(Assignment): Please return every line below that contains the string "nowrap".

(Supplied data):

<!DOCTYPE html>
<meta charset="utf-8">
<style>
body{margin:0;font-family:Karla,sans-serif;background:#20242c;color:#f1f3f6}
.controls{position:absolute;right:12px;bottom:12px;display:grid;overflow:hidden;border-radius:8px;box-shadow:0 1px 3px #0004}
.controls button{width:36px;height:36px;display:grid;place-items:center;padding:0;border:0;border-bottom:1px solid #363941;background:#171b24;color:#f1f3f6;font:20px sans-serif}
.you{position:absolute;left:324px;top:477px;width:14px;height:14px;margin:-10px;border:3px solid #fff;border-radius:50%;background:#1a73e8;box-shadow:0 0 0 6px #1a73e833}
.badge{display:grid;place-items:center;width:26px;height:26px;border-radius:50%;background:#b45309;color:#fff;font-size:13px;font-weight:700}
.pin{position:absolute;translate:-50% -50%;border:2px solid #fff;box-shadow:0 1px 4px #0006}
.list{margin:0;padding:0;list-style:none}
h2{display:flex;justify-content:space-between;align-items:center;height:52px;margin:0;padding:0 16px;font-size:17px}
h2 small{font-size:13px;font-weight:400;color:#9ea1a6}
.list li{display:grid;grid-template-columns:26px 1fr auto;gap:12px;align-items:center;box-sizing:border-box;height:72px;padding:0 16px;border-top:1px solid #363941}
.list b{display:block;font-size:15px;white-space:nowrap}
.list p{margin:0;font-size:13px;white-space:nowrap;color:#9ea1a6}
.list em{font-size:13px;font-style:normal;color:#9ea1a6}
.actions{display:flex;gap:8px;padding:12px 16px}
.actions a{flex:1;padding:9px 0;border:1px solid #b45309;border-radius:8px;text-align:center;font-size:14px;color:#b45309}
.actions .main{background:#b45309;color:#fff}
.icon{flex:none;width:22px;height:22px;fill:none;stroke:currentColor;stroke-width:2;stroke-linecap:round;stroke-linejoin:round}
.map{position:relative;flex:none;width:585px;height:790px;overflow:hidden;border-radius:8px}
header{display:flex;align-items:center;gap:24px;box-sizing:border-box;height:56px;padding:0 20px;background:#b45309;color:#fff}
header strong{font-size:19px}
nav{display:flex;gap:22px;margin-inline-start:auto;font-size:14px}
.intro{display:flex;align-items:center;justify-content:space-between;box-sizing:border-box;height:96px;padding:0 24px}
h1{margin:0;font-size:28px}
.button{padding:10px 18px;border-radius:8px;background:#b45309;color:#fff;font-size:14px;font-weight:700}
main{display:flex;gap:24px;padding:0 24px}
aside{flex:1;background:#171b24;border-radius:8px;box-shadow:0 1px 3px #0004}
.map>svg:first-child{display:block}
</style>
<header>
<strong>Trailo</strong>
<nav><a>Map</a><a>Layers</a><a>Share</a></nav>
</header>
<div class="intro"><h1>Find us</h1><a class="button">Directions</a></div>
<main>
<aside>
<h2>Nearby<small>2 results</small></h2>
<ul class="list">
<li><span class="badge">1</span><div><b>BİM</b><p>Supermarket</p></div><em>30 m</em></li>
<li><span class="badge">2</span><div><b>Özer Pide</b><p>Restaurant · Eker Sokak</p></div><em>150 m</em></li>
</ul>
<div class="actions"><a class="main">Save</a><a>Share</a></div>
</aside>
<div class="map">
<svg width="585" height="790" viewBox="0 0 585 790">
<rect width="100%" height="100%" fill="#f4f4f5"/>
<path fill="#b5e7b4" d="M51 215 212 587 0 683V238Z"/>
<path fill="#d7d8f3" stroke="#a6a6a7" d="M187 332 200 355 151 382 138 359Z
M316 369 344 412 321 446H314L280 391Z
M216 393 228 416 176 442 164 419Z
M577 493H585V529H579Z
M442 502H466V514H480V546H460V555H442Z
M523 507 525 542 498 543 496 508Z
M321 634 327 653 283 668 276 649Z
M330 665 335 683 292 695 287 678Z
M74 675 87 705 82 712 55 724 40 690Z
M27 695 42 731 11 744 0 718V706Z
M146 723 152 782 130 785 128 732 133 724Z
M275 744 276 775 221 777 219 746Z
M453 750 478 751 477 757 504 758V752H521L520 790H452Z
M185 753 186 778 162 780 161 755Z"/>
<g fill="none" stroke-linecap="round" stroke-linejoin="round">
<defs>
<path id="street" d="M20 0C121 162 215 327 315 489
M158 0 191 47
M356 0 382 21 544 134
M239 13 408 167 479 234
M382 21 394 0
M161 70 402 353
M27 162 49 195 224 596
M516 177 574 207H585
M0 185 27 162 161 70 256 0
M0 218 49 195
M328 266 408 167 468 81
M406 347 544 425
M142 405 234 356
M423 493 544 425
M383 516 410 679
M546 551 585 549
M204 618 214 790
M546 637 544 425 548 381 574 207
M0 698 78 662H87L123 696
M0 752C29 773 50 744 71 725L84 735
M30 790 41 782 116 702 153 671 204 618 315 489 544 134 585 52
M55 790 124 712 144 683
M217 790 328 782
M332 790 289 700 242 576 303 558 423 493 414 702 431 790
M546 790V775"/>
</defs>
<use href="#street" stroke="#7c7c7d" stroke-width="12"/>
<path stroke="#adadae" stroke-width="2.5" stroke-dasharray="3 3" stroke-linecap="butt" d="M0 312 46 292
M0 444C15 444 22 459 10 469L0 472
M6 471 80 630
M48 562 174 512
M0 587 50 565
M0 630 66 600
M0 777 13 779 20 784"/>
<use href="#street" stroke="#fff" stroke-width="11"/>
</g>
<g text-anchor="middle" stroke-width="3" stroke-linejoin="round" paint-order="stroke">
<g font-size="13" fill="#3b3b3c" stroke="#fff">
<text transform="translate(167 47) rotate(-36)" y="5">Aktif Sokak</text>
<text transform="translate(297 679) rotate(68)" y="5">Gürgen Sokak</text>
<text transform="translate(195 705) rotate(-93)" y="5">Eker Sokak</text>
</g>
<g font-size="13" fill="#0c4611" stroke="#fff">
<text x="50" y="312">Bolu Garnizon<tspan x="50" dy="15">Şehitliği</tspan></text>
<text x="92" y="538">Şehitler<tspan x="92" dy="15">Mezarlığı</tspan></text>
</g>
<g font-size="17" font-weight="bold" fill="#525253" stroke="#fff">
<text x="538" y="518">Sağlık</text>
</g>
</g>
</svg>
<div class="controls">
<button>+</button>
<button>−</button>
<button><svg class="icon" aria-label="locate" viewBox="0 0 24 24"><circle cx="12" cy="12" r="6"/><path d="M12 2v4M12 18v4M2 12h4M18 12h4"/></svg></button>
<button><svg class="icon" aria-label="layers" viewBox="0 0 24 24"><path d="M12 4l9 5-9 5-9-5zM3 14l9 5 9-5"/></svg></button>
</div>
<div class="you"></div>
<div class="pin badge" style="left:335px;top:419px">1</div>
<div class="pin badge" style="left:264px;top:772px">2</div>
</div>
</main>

(Exercise result):
.list b{display:block;font-size:15px;white-space:nowrap}
.list p{margin:0;font-size:13px;white-space:nowrap;color:#9ea1a6}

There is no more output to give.